(Saved entries)
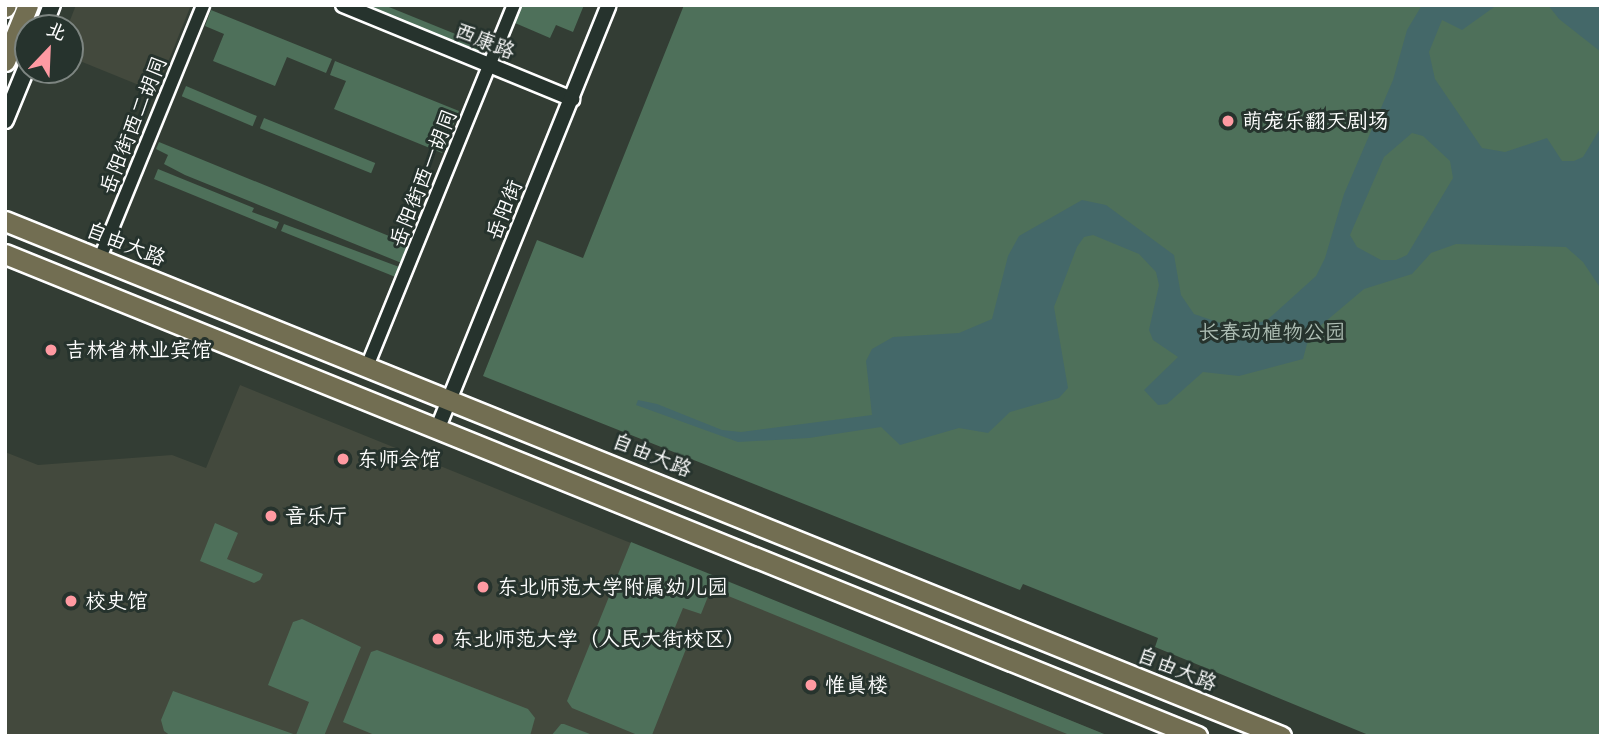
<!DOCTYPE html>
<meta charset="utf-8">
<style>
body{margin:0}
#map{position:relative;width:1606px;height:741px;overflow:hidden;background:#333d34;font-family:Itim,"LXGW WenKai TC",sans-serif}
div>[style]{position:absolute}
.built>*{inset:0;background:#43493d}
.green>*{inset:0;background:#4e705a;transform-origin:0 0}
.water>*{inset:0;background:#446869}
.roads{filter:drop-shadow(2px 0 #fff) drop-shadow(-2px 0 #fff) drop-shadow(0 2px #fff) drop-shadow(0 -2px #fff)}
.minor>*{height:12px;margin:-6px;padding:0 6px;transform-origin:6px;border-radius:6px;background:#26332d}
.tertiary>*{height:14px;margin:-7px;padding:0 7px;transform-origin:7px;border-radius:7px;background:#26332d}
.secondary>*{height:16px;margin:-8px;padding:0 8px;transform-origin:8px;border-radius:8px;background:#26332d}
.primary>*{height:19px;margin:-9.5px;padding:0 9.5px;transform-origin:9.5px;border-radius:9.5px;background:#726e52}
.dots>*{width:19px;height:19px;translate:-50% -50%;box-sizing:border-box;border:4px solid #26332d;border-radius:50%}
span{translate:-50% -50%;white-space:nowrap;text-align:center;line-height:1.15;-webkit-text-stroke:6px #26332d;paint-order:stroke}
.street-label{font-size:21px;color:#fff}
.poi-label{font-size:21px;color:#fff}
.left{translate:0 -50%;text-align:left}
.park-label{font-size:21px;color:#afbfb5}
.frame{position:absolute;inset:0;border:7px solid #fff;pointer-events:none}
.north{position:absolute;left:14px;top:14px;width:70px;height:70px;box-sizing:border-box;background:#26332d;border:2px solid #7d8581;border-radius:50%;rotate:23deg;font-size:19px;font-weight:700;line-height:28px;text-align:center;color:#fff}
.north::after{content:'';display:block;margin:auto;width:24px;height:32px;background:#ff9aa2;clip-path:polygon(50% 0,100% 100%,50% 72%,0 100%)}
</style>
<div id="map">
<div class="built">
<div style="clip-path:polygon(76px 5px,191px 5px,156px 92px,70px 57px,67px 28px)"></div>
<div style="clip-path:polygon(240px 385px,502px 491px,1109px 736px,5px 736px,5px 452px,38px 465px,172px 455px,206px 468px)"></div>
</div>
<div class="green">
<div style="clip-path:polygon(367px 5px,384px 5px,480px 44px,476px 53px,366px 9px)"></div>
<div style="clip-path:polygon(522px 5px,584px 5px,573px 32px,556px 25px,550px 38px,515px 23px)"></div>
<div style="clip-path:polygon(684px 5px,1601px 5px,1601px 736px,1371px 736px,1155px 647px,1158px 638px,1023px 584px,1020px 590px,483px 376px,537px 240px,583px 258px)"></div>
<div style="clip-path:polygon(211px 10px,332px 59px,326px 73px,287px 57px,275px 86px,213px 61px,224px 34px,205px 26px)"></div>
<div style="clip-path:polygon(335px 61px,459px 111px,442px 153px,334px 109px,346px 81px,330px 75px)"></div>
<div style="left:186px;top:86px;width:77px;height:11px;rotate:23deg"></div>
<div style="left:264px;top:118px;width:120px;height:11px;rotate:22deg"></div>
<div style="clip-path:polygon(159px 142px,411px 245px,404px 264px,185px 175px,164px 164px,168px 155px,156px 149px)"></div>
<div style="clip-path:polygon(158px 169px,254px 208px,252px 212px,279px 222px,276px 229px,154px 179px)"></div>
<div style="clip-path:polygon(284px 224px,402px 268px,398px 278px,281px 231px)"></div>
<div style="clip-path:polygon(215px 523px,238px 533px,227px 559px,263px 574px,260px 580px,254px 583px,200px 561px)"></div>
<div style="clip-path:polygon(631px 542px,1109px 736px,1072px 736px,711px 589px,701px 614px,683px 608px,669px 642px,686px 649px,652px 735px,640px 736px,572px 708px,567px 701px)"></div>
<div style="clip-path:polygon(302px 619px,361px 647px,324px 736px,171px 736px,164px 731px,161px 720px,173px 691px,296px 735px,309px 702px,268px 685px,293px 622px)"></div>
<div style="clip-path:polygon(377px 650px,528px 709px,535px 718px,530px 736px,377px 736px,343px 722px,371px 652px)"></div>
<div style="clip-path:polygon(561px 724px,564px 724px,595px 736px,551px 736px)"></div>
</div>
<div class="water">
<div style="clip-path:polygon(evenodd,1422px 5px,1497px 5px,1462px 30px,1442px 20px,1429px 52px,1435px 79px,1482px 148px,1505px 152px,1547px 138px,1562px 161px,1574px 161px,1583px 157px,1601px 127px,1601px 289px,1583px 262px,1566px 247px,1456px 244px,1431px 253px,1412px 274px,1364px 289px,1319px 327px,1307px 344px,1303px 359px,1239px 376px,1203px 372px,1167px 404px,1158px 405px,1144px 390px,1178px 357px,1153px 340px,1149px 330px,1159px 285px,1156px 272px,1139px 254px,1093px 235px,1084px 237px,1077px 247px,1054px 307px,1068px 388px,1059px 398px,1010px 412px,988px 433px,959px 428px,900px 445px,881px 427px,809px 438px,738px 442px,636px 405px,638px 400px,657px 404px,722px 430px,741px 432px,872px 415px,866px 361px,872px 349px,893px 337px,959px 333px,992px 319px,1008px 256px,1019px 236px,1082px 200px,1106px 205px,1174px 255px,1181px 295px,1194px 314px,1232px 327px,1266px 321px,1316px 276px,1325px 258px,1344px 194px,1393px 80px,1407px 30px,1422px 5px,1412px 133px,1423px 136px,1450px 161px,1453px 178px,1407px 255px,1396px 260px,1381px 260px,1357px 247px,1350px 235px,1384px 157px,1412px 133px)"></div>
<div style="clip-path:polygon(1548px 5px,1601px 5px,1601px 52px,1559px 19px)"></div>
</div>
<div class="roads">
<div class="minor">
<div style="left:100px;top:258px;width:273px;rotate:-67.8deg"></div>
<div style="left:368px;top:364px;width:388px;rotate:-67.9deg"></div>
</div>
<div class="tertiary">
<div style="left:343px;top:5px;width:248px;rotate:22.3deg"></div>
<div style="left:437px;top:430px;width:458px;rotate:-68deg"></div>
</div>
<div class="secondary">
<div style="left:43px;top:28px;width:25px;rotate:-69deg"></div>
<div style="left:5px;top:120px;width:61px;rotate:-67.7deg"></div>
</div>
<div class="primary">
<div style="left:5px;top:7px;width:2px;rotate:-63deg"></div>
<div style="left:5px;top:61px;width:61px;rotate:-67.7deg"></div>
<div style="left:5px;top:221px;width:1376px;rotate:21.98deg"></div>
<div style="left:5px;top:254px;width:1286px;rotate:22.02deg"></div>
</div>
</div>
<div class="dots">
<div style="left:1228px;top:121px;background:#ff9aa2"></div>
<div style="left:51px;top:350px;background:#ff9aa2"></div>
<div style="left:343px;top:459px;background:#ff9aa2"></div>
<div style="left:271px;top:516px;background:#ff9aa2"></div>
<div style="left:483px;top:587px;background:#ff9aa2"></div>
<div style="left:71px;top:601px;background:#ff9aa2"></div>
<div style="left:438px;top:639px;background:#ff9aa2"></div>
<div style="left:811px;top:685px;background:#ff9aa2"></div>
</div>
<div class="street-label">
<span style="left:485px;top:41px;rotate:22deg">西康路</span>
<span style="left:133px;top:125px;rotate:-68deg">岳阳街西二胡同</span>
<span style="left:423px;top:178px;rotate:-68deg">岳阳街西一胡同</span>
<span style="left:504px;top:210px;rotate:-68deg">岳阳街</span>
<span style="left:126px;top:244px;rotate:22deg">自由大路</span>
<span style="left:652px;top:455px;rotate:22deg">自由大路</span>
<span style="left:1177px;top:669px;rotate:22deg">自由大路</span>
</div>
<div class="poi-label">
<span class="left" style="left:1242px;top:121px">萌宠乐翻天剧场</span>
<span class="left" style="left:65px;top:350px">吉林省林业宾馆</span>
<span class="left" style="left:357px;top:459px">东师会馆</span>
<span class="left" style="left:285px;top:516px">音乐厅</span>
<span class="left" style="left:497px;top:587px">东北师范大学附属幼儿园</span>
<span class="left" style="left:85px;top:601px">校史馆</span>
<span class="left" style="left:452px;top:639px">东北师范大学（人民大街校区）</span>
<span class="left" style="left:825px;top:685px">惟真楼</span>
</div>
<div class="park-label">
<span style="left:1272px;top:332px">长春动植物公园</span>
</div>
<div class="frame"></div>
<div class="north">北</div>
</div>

---

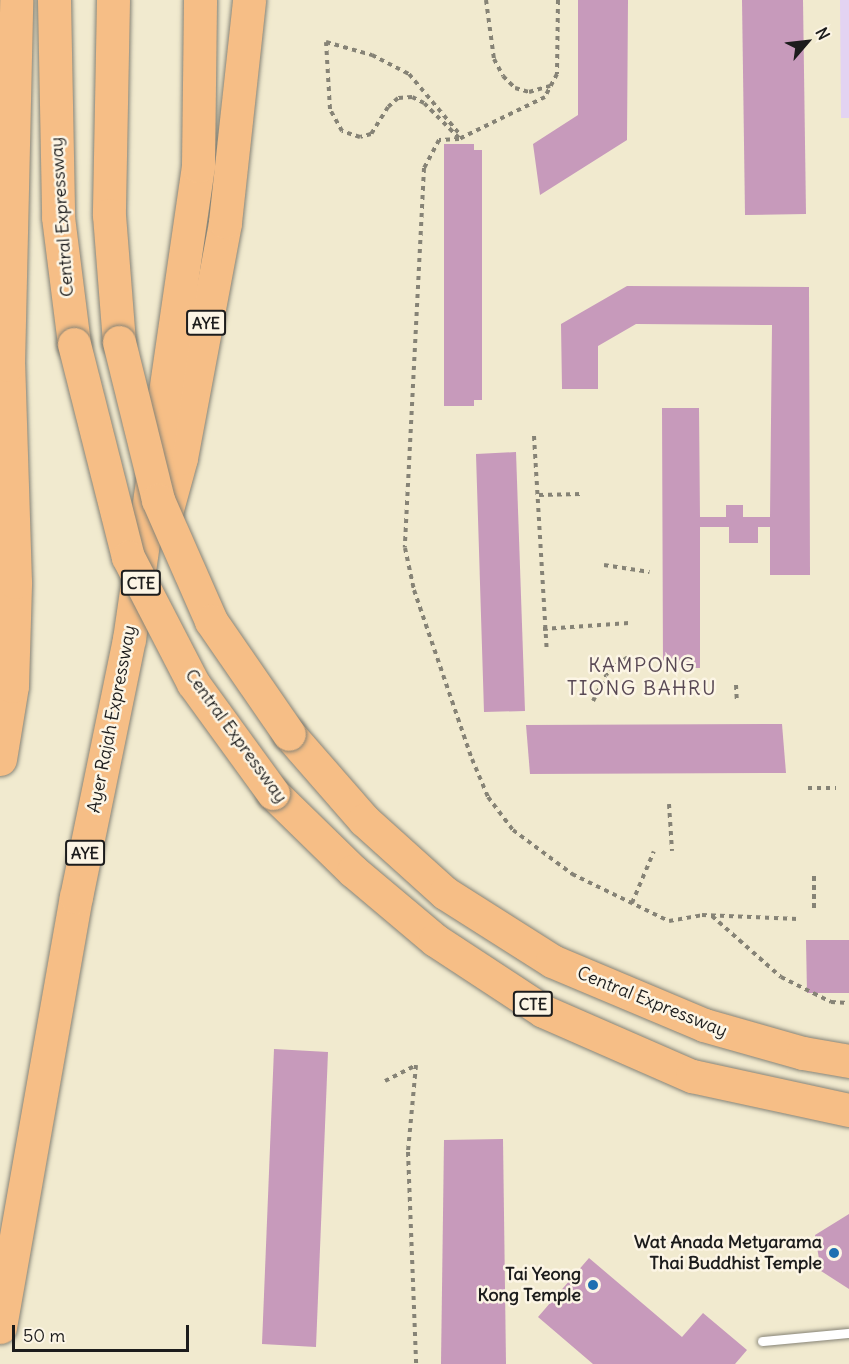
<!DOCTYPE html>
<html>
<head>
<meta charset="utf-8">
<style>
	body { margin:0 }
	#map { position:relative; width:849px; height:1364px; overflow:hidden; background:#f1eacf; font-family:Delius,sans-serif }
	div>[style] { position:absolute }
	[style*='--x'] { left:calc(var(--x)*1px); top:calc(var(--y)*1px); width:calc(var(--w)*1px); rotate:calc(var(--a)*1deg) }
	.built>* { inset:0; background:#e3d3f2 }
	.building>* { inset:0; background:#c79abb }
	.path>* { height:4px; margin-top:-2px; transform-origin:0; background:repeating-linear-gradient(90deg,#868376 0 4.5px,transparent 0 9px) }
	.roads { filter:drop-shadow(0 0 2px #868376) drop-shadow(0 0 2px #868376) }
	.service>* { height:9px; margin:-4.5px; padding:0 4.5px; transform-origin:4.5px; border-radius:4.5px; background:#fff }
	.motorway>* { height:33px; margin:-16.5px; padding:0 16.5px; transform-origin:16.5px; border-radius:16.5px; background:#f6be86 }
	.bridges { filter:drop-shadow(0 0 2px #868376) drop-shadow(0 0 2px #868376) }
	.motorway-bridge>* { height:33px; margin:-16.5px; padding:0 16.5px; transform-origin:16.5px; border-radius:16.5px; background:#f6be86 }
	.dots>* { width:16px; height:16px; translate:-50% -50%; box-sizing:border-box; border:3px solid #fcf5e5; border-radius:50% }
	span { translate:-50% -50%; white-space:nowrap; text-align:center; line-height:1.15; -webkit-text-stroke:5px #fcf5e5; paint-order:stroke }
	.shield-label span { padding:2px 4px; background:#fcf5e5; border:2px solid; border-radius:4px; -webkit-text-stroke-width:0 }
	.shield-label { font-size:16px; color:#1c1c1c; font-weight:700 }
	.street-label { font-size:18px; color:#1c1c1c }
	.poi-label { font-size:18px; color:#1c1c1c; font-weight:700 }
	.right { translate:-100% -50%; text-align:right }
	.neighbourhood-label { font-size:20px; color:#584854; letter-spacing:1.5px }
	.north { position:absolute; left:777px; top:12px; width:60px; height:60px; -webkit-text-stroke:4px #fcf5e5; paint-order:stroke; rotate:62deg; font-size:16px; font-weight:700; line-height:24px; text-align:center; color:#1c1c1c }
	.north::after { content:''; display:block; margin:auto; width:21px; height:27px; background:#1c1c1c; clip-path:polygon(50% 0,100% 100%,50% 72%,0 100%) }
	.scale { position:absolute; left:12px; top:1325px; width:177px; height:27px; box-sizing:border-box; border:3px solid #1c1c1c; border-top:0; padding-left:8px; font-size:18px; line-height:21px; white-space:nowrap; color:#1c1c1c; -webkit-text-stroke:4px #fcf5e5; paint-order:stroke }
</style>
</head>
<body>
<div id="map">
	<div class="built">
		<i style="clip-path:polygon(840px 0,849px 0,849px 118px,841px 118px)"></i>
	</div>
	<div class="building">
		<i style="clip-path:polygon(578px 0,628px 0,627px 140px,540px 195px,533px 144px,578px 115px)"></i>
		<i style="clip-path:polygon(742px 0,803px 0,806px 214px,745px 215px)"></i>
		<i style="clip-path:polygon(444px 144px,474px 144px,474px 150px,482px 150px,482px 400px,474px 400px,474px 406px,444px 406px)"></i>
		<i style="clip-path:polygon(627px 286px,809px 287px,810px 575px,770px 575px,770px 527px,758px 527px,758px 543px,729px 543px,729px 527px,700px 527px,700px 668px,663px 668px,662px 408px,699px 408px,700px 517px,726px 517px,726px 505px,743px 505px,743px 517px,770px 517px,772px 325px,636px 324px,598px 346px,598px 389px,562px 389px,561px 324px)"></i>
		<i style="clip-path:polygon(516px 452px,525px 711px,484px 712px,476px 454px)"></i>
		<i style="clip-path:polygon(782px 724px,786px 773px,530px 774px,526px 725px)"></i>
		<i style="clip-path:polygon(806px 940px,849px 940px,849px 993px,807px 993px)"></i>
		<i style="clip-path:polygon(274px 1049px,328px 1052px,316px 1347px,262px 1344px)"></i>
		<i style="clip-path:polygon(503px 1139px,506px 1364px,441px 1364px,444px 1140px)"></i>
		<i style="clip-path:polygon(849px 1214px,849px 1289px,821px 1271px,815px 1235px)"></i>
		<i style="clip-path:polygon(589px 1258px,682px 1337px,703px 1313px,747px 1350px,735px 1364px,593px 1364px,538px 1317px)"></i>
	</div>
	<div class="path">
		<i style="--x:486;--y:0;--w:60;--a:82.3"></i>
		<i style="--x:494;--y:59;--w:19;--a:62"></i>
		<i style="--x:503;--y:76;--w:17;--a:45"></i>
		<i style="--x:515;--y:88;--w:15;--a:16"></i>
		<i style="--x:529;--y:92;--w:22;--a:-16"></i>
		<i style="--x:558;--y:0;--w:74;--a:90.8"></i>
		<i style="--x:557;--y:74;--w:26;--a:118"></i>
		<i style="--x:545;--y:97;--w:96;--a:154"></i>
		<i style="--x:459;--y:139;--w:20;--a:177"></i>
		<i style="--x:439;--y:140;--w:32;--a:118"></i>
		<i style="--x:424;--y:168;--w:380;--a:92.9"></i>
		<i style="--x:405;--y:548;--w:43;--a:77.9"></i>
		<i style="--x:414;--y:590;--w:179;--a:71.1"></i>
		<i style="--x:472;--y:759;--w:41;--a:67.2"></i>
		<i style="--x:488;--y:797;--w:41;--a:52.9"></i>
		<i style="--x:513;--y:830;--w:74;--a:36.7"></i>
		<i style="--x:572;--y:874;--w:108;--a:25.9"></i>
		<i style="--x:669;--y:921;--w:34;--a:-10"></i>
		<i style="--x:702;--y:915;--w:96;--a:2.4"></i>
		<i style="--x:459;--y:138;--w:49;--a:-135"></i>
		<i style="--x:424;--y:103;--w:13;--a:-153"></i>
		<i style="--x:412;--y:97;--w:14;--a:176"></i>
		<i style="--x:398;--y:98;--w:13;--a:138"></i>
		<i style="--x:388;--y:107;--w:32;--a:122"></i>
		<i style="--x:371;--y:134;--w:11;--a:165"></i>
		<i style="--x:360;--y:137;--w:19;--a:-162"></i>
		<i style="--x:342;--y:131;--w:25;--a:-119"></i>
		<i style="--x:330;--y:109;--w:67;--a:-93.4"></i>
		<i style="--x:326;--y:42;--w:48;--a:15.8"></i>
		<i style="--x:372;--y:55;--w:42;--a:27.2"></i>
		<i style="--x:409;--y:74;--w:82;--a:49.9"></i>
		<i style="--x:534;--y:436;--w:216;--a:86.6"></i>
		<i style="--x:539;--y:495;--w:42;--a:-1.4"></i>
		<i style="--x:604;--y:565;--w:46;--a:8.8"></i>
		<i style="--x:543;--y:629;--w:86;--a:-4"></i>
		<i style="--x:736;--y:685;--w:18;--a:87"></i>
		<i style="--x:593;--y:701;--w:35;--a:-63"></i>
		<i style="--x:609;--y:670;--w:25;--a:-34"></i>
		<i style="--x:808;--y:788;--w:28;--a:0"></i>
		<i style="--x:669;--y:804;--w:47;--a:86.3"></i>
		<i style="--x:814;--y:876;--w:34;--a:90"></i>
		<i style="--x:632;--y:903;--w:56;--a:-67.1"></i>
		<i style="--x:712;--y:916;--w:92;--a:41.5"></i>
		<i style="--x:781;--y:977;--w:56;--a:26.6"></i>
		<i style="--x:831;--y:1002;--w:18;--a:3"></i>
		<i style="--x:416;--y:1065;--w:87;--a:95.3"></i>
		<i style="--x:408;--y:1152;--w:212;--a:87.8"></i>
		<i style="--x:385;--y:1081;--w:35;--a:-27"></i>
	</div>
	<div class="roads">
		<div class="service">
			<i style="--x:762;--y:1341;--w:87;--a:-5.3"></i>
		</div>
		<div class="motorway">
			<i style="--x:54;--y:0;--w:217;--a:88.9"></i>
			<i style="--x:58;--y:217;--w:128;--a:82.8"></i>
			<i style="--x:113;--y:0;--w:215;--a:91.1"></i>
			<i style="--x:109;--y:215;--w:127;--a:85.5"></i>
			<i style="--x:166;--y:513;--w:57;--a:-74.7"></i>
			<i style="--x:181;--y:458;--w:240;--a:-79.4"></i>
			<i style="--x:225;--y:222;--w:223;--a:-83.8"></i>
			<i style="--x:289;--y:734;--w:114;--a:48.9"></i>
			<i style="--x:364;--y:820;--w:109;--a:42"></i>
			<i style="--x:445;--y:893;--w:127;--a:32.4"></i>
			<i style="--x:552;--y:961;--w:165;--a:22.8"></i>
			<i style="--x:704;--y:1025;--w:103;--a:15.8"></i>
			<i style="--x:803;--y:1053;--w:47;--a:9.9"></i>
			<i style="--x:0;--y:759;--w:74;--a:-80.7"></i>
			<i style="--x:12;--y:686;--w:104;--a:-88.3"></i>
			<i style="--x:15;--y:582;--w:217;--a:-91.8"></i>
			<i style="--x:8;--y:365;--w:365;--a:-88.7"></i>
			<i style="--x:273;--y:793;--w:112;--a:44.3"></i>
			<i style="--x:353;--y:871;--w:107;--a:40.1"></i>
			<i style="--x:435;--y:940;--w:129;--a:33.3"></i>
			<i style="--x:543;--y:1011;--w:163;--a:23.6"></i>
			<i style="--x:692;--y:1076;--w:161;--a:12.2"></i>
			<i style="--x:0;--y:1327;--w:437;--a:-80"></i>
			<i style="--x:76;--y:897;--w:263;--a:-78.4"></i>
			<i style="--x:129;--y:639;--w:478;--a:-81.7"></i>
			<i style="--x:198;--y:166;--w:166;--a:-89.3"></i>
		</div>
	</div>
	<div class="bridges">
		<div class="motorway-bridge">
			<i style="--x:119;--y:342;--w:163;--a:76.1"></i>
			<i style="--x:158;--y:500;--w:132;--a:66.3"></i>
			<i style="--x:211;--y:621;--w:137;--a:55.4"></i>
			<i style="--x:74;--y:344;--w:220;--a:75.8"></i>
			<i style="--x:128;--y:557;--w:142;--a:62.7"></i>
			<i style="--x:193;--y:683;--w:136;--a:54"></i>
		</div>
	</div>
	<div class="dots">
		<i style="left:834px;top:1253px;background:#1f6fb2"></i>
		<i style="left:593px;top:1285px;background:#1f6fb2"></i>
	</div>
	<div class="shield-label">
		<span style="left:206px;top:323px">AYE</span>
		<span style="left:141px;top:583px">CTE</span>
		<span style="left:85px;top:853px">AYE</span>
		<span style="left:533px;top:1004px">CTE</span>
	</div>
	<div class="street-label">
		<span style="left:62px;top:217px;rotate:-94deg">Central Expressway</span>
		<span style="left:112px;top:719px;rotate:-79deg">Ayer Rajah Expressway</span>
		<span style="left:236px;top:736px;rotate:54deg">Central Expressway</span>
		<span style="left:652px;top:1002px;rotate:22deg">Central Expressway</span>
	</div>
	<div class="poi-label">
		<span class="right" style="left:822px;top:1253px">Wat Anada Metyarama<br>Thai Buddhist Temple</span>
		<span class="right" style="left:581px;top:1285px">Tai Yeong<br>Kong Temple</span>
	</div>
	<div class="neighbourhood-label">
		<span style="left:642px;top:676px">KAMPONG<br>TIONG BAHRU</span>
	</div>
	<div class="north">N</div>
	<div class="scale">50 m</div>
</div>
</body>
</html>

* **Try it**: What lines in the entries above hold "service"? Copy every one.

* **Response to the task**:
	.service>* { height:9px; margin:-4.5px; padding:0 4.5px; transform-origin:4.5px; border-radius:4.5px; background:#fff }
		<div class="service">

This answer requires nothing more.